Villa Grimaldi era um antigo restaurante localizado na periferia de Santiago, onde a elite da época se divertia. Depois do golpe de Pinochet, foi reacondicionado como prisão e centro de tortura de opositores.
Em 1997 foi inaugurado o Parque pela Pa Villa Grimaldi, um lugar de reflexão e memória que hoje está aberto para toda a comunidade, que Bachelet visitou na qualidade de sobrevivente para homenagear os que ali desapareceram.
DESAPARECIDO - Bachelet também falou de seu namorado na época, durante o golpe de Estado de 1973, o líder socialista Jaime López Arellano, que atualmente figura como desaparecido. "Gostaria muito de saber o que realmente aconteceu com ele: se está desaparecido, se está morto, se está em outro lugar", declarou a presidente.

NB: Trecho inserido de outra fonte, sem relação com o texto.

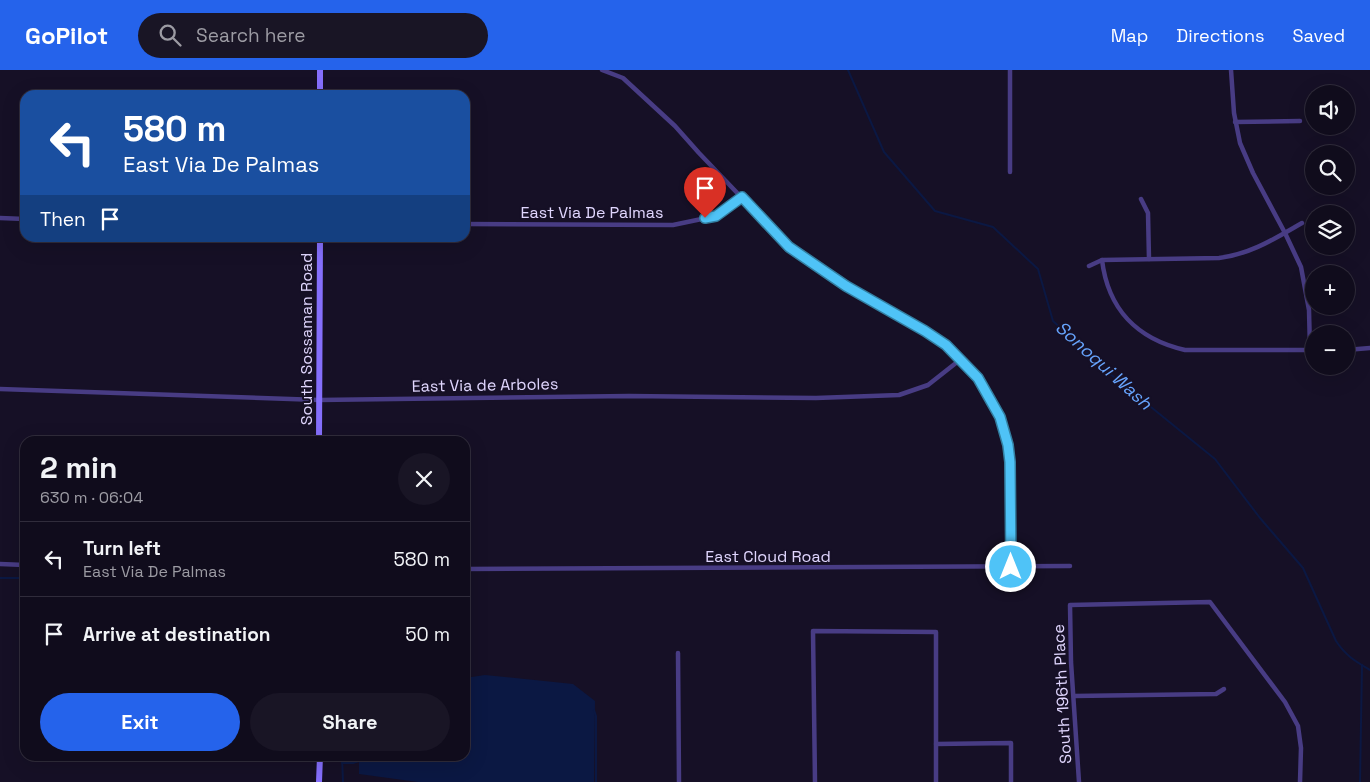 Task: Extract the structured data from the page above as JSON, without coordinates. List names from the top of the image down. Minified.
{"streets":{"main road":["South Sossaman Road"],"street":["East Via De Palmas","East Via de Arboles","East Cloud Road","South 196th Place"]},"crossings":[["South Sossaman Road","East Via de Arboles"]],"water":["Sonoqui Wash"],"page":{"header":"GoPilot","search":"Search here","nav":["Map","Directions","Saved"],"map_buttons":["+","−"],"turn":["580 m","East Via De Palmas"],"then":"Then","heading":["2 min","630 m · 06:04"],"list":[{"name":"Turn left","note":"East Via De Palmas","value":"580 m"},{"name":"Arrive at destination","value":"50 m"}],"buttons":["Exit","Share"]}}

O relacionamento com López Arellano marcou profundamente Bachelet, uma militante socialista na clandestinidade, após saber que o então namorado tinha delatado vários colegas quando foi detido e supostamente torturado pela polícia política.
Bachelet foi atrás das muitas versões: "Uma delas é que ele, devido à tortura, teria entregado nomes. No entanto, ele viveu nas casas de pessoas cujos nomes não entregou", disse. "Outras pessoas dizem que ele entregou alguns nomes, porque disseram a ele que se não o fizesse, iriam matar a mim e a minha mãe no exterior", acrescentou.
"Foi muito difícil para mim porque eu tinha essa questão de dever, porque era jovem, e provavelmente quando você é jovem tudo é muito branco ou preto, e vivi esta situação como uma traição pessoal e à causa", reconheceu em um capítulo que seus biógrafos citam para explicar a desconfiança como traço de sua personalidade política.
"Hoje, olho o passado com um olhar mais maduro", declarou, expressando seu desejo de saber o paradeiro de quem foi seu parceiro.
Bachelet, pediatra, se casou com um chileno na Alemanha com quem teve seus dois primeiros filhos e de quem se separou. Teve uma terceira filha com outro marido no Chile. Hoje se declara mãe solteira de três filhos.
A ditadura de Augusto Pinochet (1973-1990) deixou mais de 3.000 mortos e 38 mil torturados no Chile, de acordo com dados oficiais.